I remember the fascination with the "it brands" of my day. Esprit and Guess Jeans and such. I remember begging my father to buy me outfits he considered too pricy and feeling mortified when the popular, rich girls at school knew I shopped at the cheap stores and were happy to point it out. But that's so long behind me now. I wear what I like and what is comfortable. So what's "in fashion" rarely appeals to me, and more so, I see the machinery at work in a way that my sister can't...I really don't blame her--it's a strange pressure on kids to be cool and hip. She's all about brands that mean nothing to me, and which are not cheap to boot: Juicy Couture, Seven Jeans, Lacoste. The worst part is, the 80s really are coming back in fashion. I don't get it! Those dumb polo shirts and everything with thick cuffs and bad stripes and garish colors. Loafers and madras designs and little childish prints. It's awful.
I'm not doing a good job of being here now. I just crave California. There are moments throughout the day that are worthwhile, and the sheer pleasure of taking a trip with my sister the likes of which we've never done before and who knows if we will again, outweighs much of the bad.
But the truth is, I'm a homebody and home is where I want to be sharing with and loving on my husband and my kitty; fixing up my novel for my agent (those words are still strange in my head. "MY" agent...); finishing my Writer's Digest book, walking to the farmer's market behind my house, and gosh, most of all: swimming. I so desperately want to go back to swimming.
So though my change purse does say "I heart NY", I'm thinking maybe I heart CA right now a whole lot more.
JPR
3 Comments:
Between the past and the future is life.
I bet there have been many times when you wanted to be in NY. Now you are in NY but you crave for California.
You wanted to have time with A. but you didn't and now you have.

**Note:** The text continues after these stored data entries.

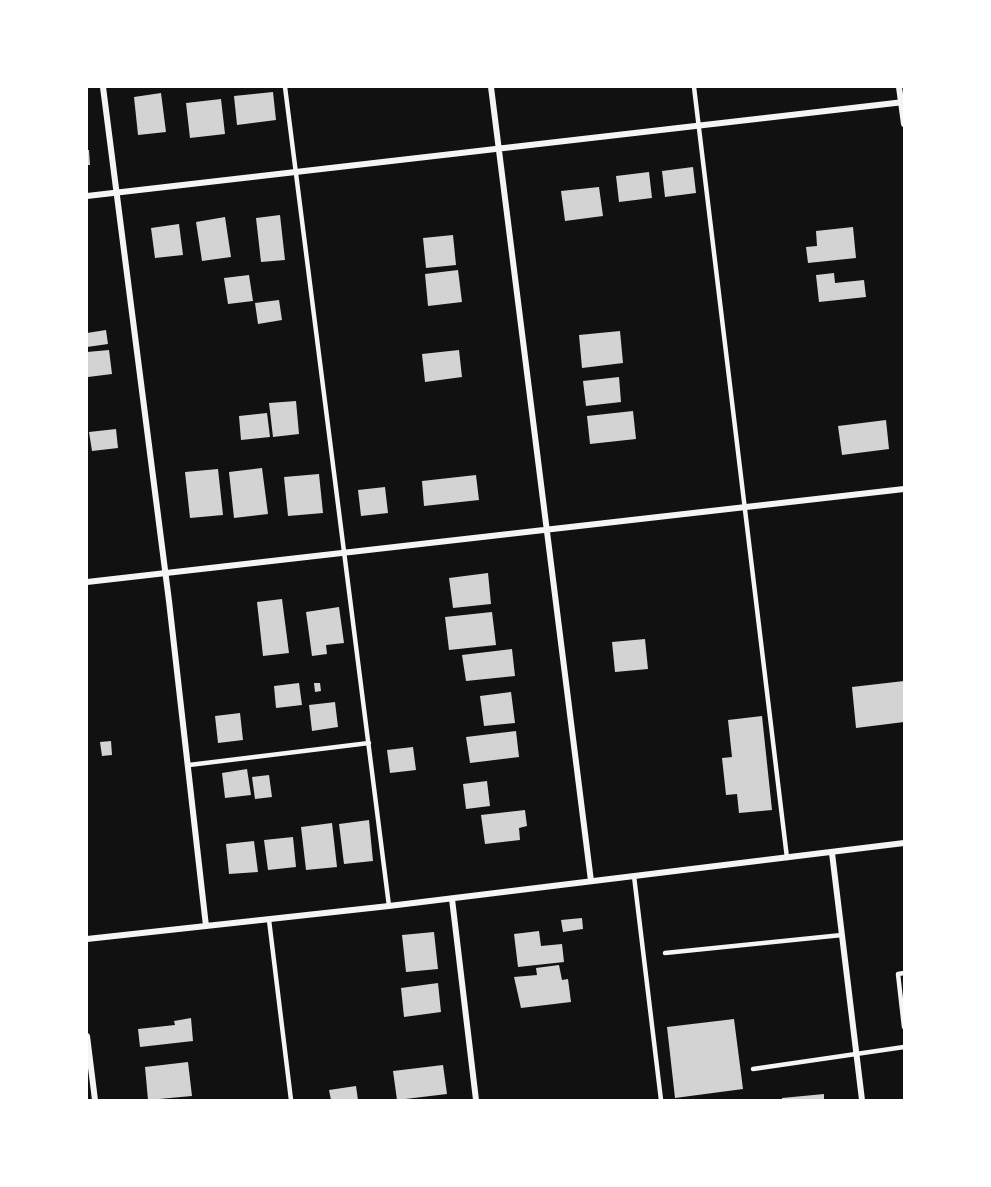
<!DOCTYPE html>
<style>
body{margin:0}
#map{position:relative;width:991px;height:1187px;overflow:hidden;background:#111;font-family:"Archivo Narrow",sans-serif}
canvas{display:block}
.frame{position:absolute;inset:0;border:88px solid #fff;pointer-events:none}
</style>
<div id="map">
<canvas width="991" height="1187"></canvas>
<div class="frame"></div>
</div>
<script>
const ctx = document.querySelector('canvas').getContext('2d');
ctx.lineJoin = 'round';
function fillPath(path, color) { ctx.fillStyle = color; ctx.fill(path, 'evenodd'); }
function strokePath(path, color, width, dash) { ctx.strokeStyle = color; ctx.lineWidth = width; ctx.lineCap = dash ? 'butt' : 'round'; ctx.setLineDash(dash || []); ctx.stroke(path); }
const building = new Path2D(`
 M273 92 276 120 237 125 234 96Z
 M161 93 166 132 138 135 134 97Z
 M221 99 225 134 190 138 186 103Z
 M87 150H89L90 165H87Z
 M693 167 696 193 665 197 662 171Z
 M649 172 652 198 619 202 616 176Z
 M599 187 603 216 565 221 561 191Z
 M280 215 285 260 261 262 256 218Z
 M225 217 231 257 202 261 196 222Z
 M179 224 183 255 155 258 151 228Z
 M853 227 856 258 808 263 806 247 817 246 816 231Z
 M453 235 456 265 426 268 423 238Z
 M458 270 462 302 428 306 425 274Z
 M834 273 835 283 864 280 866 297 819 302 816 275Z
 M249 275 253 301 228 304 224 278Z
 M279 300 282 320 258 324 255 303Z
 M106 330 108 344 87 347V333Z
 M620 331 623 363 582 368 579 335Z
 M109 350 112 374 88 377 87 352Z
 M459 350 462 377 425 382 422 354Z
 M619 377 621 402 586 406 583 381Z
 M296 401 299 434 273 437 269 403Z
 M633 411 636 439 590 444 587 416Z
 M267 413 270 437 241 440 239 416Z
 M886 420 889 449 842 455 838 426Z
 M116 429 118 448 92 451 89 432Z
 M262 468 268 514 234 518 229 472Z
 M218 469 223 515 190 518 185 472Z
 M319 474 323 513 288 516 284 477Z
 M476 475 479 500 424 506 422 481Z
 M385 487 388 513 361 516 358 490Z
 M488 573 491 604 453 608 449 578Z
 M282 599 289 653 263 656 257 602Z
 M339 607 344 643 326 645 327 654 312 656 306 612Z
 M492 612 496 645 449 650 445 617Z
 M645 639 648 669 615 672 612 642Z
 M512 649 515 676 466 681 462 655Z
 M904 681V722L856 728 852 687Z
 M299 683 302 705 276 708 274 686Z
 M314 683H320L321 691 315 692Z
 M511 692 515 723 484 726 480 696Z
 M335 702 338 727 312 731 309 705Z
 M240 713 243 740 218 743 215 716Z
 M762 716 772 810 739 813 737 794 726 795 722 758 732 757 728 720Z
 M516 731 519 757 470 763 466 737Z
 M111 741 112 755 102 756 100 742Z
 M413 747 416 770 390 773 387 750Z
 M247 769 251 795 225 798 222 773Z
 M269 775 272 797 255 799 252 777Z
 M487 781 490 806 466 809 463 784Z
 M525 810 527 826 519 828 520 840 485 844 481 815Z
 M369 820 373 861 344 864 339 824Z
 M332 823 337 867 306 870 301 827Z
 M293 837 296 867 268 870 264 840Z
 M254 841 258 872 229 874 226 844Z
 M582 918 583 929 563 932 561 920Z
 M539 931 541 946 562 944 564 962 518 967 514 934Z
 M434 932 438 969 406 972 402 935Z
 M559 965 562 980 568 979 571 1002 521 1008 514 977 537 975 536 968Z
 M438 983 441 1012 404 1017 401 988Z
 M191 1018 193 1041 140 1047 138 1029 175 1025 174 1021Z
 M734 1019 743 1089 675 1098 667 1027Z
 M188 1062 192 1096 148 1100 145 1067Z
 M443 1065 447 1094 397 1100 393 1071Z
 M356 1086 358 1100H331L329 1090Z
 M824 1094V1100H782V1098Z`);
const service = new Path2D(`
 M285 87 389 906
 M694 87 787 858
 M189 765 369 743
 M634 876 661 1100
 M269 920 291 1100
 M665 953 842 935
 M904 973 898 974 904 1027
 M753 1069 904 1047`);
const minor = new Path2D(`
 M103 87 169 601 206 926
 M491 87 591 881
 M899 87 904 124
 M87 196 904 102
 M87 582 904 489
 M832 853 862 1100
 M452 899 476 1100
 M87 939 389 906 904 843
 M87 1036 95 1100`);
fillPath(building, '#d3d3d3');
strokePath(service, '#f5f5f5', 4.5);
strokePath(minor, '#f5f5f5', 6);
</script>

Maybe you could forget about other places other people or other times and just be here and now?
Easy to say, hard to do... but that's my wish from here.

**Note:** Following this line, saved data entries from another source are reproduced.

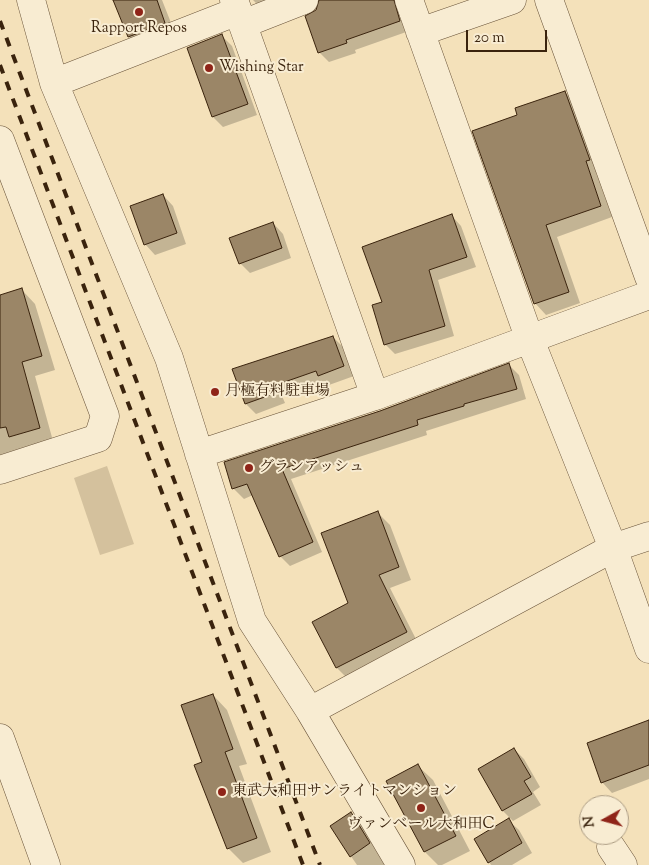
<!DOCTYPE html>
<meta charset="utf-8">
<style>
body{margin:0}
#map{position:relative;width:649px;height:865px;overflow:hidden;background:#f4e1ba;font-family:"Sorts Mill Goudy",serif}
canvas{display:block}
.north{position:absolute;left:579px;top:795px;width:50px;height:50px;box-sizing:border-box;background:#f8ecd2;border:1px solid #ac9c83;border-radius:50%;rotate:263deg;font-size:14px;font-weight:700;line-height:20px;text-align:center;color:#3a230d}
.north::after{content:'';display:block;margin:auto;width:18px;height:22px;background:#8f2418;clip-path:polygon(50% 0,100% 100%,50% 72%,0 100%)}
.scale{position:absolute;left:466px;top:30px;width:81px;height:22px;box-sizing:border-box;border:2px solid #3a230d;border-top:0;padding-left:6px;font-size:15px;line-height:18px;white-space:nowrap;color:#3a230d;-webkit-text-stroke:4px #f8ecd2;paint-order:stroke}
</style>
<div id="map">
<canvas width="649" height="865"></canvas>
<div class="north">N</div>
<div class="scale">20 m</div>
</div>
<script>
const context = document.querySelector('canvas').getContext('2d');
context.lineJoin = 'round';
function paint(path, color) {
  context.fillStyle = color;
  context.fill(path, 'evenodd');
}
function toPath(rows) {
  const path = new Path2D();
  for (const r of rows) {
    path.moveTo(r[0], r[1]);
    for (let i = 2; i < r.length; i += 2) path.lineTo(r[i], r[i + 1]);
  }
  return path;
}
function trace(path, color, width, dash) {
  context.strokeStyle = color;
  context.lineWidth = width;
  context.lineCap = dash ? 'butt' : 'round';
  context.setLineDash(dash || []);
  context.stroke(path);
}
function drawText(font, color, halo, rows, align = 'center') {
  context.font = font + ' "Sorts Mill Goudy","Noto Serif JP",serif';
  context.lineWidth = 4;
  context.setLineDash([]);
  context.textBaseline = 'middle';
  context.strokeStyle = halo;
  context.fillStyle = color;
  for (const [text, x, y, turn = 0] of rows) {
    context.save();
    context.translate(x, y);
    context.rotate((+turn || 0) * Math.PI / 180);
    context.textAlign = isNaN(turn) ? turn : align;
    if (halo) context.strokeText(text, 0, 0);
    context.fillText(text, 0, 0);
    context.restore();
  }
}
paint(toPath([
 [107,466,134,544,100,555,74,478]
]), '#d4c19d');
paint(toPath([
 [114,0,162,0,175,33,139,47,129,37],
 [253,0,282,0,262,9],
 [342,0,399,0,409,31,355,50,356,53,329,62,319,52],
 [222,36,232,46,257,115,223,127,213,117],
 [565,92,576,104,601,171,596,173,612,217,557,237,580,303,546,315,535,303,519,115],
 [163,195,173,206,186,244,155,255,145,244],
 [451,215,461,226,476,267,438,280,454,336,395,354,385,344],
 [273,223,283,234,291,258,250,273,240,263],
 [22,290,35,304,55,370,35,376,53,441,0,456,0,296],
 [333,337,343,347,354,376,329,385,325,381,282,396,285,403,256,414,246,404,234,370],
 [509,365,519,375,526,399,426,431,427,435,291,479,322,552,290,566,280,556,253,495,244,499,233,488,381,412],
 [378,513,390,525,411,580,390,588,419,645,349,680,337,668,350,604],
 [213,695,227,710,247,764,239,766,271,852,243,863,228,848],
 [649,724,649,779,612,793,602,782],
 [514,749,524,759,540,787,533,792,541,805,513,821,503,811,479,769],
 [418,766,433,780,470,851,442,865,438,865,425,852,388,781],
 [351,813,361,823,386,865,357,865,331,827],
 [508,820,519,830,532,853,512,865,491,865,475,839]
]), '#0003');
const building = toPath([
 [113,0,157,0,165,23,128,37,113,0],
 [319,0,394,0,400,21,346,40,347,43,318,53,305,16,316,10,319,0],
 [222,34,248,104,212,117,187,48,222,34],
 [565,91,590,160,586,161,601,206,546,225,569,292,534,304,472,131,517,115,515,108,565,91],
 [163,194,177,233,144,245,130,206,163,194],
 [452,214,467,257,429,270,445,326,384,345,372,305,382,302,362,247,452,214],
 [273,222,282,248,239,264,229,238,273,222],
 [22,288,42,356,22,362,40,428,9,437,6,427,0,428,0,295,22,288],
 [333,336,344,366,318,376,316,371,273,386,276,393,245,404,232,369,333,336],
 [509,363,517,389,464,404,464,406,417,420,418,425,282,469,313,542,279,557,247,484,232,489,224,462,380,411,509,363],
 [378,511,399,567,379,575,407,632,336,668,312,622,348,603,321,533,378,511],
 [213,694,233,749,225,752,257,838,227,849,194,765,202,762,181,705,213,694],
 [649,720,649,765,601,783,587,743,649,720],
 [514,748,531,777,524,781,532,794,502,811,478,769,514,748],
 [418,764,456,836,424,852,386,781,418,764],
 [351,812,370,843,350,857,330,826,351,812],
 [509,818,522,843,488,863,474,839,509,818]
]);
paint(building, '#9b8667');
trace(building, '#3a230d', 1);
const minor = toPath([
 [31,0,54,83,169,358,252,621,310,711,401,865],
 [234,0,375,396],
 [549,0,649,277],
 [243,24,304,0],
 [420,32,512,0],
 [54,83,238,11],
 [0,140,105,416,98,438,0,470],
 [199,454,375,396,649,295],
 [649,536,613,548,649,649],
 [310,711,613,548,530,340,409,0],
 [0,738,46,865],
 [611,847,623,865]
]);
trace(minor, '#685238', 29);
trace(minor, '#f8ecd2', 28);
trace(toPath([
 [0,21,320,865],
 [0,65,303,865]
]), '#3a230d', 4, [9, 9]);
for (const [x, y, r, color] of [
 [139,12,5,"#8f2418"],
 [209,68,5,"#8f2418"],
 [215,392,5,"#8f2418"],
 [249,468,5,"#8f2418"],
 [222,792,5,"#8f2418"],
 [421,808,5,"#8f2418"]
]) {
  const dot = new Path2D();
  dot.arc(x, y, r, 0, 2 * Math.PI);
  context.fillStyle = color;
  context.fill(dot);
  trace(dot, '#f8ecd2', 2);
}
drawText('15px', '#3a230d', '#f8ecd2', [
 ["Rapport Repos",139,29,"center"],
 ["Wishing Star",219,68],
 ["月極有料駐車場",225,392],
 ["グランアッシュ",259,468],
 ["東武大和田サンライトマンション",232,792],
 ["ヴァンベール大和田C",421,825,"center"]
], 'left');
</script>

Ah, your last post reminded me of my youthful, girlish past in the steamy streets of NYC... but that was another time, another me, another story completely. Now I'm slowly turning into an old, old man. A few weeks away from being closer to sixty than I am to twenty. How freaky is that? You want humid days? Come to New Hampshire, lady. We got ya humid.
Actually, as the father of a seven year old, your last post made me want to stick my daughter in a convent until she's thirty, or until I'm dead, whichever comes first.
And, last but not least. Congrats on the agent. This must be your time, hippy chick. My best...
Patricia: Oh I am enjoying my sister. I never really want to be in NY; I come for the people here, more than anything. I've had a lot of time in NY due to my travels to Vermont.
I wish I was doing a better job of being here now, but the truth is, I haven't been, and I just have to accept that fact.
Clark:
Yes, well, I'm all ears about your girlish past! The hair kind of gave it away :) I'm not even a mother but I have felt insanely protective of my sister here. It's rough. A warning to men: If a girl looks under 21, she's probably under 18. Significantly under. Cast your eyes off!